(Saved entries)
----------

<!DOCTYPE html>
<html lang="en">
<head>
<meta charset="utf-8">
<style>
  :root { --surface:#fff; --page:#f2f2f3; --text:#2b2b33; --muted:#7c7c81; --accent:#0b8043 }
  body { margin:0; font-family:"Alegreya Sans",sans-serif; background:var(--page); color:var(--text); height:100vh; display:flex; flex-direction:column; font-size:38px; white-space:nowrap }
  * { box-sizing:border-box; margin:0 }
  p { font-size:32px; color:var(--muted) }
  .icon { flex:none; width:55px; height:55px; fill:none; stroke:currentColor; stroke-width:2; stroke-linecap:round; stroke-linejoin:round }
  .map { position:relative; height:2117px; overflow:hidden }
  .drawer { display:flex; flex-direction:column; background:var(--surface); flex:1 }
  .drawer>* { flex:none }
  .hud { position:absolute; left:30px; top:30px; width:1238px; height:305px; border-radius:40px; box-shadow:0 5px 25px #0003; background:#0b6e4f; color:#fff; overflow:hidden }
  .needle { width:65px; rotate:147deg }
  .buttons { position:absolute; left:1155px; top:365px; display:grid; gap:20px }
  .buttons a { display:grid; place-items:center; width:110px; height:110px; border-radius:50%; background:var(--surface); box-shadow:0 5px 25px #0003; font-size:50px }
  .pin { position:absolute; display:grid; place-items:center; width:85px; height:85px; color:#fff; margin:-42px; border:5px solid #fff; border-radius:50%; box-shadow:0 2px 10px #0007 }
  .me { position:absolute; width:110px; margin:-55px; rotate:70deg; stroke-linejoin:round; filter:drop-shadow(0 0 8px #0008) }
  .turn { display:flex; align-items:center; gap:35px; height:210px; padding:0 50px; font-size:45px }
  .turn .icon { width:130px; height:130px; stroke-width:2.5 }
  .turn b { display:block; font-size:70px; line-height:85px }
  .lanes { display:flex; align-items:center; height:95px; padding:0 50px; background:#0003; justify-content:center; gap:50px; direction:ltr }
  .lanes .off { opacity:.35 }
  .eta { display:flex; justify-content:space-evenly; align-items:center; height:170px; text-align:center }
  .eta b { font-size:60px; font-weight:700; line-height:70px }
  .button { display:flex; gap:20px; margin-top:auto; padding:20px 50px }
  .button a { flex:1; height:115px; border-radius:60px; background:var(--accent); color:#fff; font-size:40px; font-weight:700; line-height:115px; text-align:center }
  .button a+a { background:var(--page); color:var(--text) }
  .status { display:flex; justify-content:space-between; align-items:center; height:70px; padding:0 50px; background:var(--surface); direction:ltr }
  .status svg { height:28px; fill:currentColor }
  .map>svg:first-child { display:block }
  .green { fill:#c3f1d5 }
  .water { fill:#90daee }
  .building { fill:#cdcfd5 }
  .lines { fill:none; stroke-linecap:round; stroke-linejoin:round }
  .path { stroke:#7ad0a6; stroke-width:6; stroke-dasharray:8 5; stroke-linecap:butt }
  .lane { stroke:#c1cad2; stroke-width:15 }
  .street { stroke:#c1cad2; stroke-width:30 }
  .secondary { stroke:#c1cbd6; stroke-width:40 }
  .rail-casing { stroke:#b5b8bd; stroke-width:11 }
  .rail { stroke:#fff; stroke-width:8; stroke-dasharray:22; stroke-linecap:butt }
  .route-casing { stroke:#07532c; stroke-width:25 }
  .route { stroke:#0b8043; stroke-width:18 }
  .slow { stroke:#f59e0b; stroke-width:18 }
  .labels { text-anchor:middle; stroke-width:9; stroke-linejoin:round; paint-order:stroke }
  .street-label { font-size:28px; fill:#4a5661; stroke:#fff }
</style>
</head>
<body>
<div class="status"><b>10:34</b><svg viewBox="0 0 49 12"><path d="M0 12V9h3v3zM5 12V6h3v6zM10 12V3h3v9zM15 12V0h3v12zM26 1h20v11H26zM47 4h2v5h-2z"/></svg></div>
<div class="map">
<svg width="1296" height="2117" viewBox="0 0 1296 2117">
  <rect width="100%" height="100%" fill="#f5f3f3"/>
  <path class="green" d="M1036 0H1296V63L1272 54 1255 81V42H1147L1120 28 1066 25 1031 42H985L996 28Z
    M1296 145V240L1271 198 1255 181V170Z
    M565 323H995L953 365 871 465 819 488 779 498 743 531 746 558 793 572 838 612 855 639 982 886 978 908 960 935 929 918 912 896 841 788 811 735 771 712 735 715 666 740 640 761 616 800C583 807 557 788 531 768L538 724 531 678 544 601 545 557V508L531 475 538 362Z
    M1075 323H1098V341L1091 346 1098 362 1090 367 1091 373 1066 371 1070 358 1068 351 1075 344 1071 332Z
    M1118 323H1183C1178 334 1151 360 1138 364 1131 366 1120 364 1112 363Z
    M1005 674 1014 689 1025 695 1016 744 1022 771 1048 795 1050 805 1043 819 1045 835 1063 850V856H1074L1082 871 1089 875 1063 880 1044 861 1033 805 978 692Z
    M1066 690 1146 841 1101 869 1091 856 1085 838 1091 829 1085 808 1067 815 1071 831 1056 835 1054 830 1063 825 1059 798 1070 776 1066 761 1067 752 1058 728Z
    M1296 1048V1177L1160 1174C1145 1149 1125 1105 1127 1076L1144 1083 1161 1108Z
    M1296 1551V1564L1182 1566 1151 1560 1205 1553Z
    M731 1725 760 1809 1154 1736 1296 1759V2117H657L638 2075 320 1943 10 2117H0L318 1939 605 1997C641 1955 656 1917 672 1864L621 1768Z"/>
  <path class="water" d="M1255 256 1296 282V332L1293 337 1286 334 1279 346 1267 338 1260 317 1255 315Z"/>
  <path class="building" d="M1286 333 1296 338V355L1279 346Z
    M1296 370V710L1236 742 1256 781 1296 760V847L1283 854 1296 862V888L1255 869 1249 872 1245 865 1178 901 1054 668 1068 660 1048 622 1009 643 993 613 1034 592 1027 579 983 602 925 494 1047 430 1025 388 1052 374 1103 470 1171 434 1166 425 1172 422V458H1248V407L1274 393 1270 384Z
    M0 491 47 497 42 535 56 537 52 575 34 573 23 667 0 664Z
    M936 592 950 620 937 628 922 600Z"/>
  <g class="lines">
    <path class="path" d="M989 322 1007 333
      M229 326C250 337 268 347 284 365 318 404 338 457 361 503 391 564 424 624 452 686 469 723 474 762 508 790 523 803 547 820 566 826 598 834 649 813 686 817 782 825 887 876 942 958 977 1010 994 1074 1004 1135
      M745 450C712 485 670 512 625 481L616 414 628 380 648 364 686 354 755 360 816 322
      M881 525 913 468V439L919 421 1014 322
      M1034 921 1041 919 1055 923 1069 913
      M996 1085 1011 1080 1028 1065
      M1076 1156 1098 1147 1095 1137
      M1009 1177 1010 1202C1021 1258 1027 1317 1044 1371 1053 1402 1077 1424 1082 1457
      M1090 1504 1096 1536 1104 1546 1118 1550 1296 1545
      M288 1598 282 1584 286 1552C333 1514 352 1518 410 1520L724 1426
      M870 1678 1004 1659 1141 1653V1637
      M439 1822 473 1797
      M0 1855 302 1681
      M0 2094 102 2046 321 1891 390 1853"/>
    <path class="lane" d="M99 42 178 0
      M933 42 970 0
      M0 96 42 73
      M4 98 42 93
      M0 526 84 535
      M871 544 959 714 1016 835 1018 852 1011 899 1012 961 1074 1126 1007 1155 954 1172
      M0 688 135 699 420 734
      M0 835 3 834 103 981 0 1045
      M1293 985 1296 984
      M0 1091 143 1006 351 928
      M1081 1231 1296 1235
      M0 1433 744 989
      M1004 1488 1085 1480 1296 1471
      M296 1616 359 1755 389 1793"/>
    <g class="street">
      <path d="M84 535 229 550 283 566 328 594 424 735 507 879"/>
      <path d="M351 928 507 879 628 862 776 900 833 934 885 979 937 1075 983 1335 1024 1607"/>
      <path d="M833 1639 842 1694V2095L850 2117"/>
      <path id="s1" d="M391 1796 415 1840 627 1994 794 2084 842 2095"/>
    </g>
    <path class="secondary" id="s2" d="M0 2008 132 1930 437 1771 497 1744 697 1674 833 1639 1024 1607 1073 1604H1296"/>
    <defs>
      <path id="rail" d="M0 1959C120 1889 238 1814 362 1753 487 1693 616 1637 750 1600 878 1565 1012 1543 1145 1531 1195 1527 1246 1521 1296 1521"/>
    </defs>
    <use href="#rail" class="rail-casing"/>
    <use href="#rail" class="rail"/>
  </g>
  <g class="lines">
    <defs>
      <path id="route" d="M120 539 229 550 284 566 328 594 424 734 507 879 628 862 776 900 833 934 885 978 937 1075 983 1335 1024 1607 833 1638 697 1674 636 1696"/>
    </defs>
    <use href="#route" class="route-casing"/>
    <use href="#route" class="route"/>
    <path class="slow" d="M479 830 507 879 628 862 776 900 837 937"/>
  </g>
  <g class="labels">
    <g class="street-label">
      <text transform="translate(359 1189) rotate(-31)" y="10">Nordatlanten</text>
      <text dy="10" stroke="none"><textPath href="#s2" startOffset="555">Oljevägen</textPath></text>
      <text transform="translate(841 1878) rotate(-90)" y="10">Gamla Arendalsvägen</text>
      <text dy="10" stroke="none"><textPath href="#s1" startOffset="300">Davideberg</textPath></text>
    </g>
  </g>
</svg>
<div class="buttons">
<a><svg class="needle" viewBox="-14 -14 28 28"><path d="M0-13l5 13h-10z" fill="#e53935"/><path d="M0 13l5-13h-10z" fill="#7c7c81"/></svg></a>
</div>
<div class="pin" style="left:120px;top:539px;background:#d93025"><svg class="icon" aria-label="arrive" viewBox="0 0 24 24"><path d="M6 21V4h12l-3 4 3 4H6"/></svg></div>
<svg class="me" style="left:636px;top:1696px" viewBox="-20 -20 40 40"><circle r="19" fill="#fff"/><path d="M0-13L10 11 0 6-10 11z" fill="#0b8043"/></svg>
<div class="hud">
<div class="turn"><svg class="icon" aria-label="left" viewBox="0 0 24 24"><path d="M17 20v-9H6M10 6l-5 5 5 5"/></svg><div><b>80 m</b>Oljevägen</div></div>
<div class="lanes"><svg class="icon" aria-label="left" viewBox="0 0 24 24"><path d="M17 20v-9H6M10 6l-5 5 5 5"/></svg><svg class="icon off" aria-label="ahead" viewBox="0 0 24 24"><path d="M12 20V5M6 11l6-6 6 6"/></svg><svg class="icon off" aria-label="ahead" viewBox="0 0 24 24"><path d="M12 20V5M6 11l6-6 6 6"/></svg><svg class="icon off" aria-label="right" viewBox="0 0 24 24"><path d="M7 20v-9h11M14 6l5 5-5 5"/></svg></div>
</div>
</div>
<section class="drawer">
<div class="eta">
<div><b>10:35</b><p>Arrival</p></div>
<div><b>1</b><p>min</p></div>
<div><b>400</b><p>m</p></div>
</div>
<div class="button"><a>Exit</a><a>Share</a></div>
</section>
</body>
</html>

----------

• **Problem**
Of the lines in the data above, some may include the word "overflow"; state how many, with no added words.

• **Task result**
2